Word for word, write out the entries that follow, omitting all pictures.

*** Opening of Task inputs ***

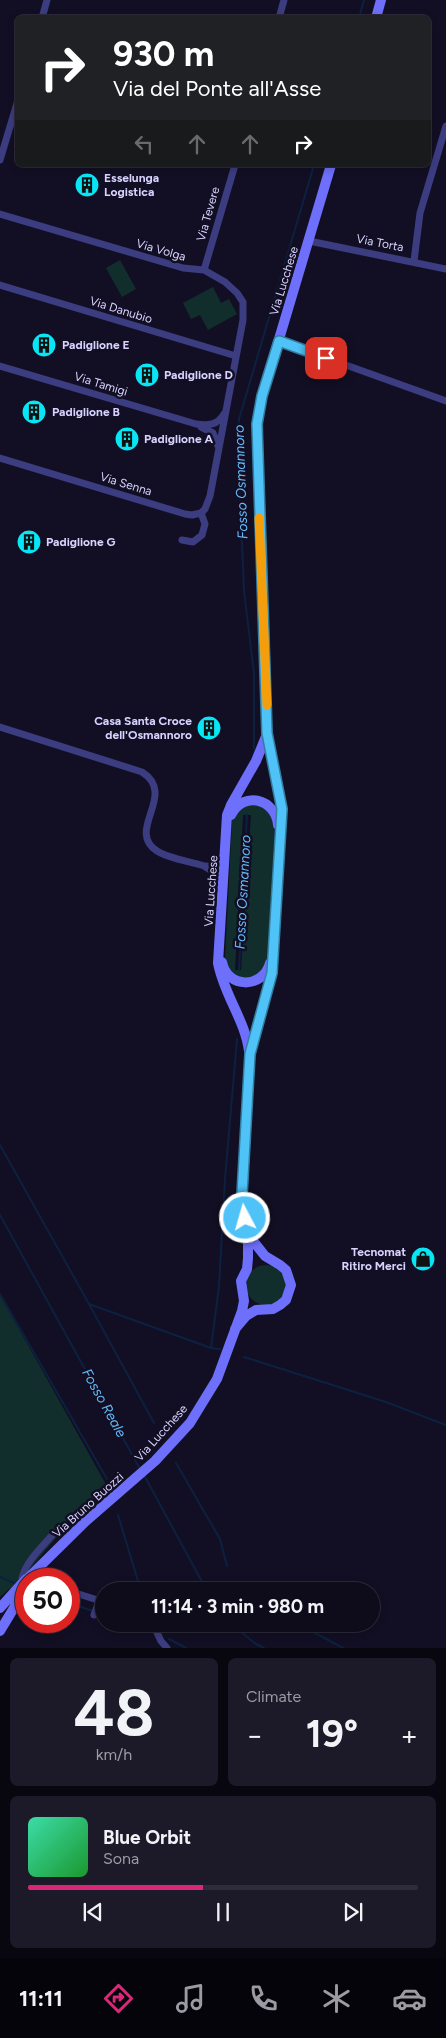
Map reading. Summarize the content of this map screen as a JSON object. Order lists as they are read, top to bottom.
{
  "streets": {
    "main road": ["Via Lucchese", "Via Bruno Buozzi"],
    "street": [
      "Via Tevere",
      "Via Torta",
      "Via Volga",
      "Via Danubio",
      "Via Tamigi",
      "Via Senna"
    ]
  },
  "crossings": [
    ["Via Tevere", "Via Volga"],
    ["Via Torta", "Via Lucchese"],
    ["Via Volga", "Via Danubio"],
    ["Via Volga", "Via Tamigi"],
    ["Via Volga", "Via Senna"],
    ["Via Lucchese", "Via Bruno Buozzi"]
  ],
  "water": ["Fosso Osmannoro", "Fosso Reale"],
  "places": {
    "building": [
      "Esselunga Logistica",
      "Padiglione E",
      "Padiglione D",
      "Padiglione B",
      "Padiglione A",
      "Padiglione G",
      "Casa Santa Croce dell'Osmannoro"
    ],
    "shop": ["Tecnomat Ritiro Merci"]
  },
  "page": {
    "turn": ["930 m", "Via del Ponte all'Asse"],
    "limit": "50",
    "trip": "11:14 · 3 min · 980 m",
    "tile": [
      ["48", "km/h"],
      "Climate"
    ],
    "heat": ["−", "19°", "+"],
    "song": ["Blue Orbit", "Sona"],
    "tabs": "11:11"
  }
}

*** Close of Task inputs ***

| Response |
Map reading. Summarize the content of this map screen as a JSON object. Order lists as they are read, top to bottom.
{
  "streets": {
    "main road": ["Via Lucchese", "Via Bruno Buozzi"],
    "street": [
      "Via Tevere",
      "Via Torta",
      "Via Volga",
      "Via Danubio",
      "Via Tamigi",
      "Via Senna"
    ]
  },
  "crossings": [
    ["Via Tevere", "Via Volga"],
    ["Via Torta", "Via Lucchese"],
    ["Via Volga", "Via Danubio"],
    ["Via Volga", "Via Tamigi"],
    ["Via Volga", "Via Senna"],
    ["Via Lucchese", "Via Bruno Buozzi"]
  ],
  "water": ["Fosso Osmannoro", "Fosso Reale"],
  "places": {
    "building": [
      "Esselunga Logistica",
      "Padiglione E",
      "Padiglione D",
      "Padiglione B",
      "Padiglione A",
      "Padiglione G",
      "Casa Santa Croce dell'Osmannoro"
    ],
    "shop": ["Tecnomat Ritiro Merci"]
  },
  "page": {
    "turn": ["930 m", "Via del Ponte all'Asse"],
    "limit": "50",
    "trip": "11:14 · 3 min · 980 m",
    "tile": [
      ["48", "km/h"],
      "Climate"
    ],
    "heat": ["−", "19°", "+"],
    "song": ["Blue Orbit", "Sona"],
    "tabs": "11:11"
  }
}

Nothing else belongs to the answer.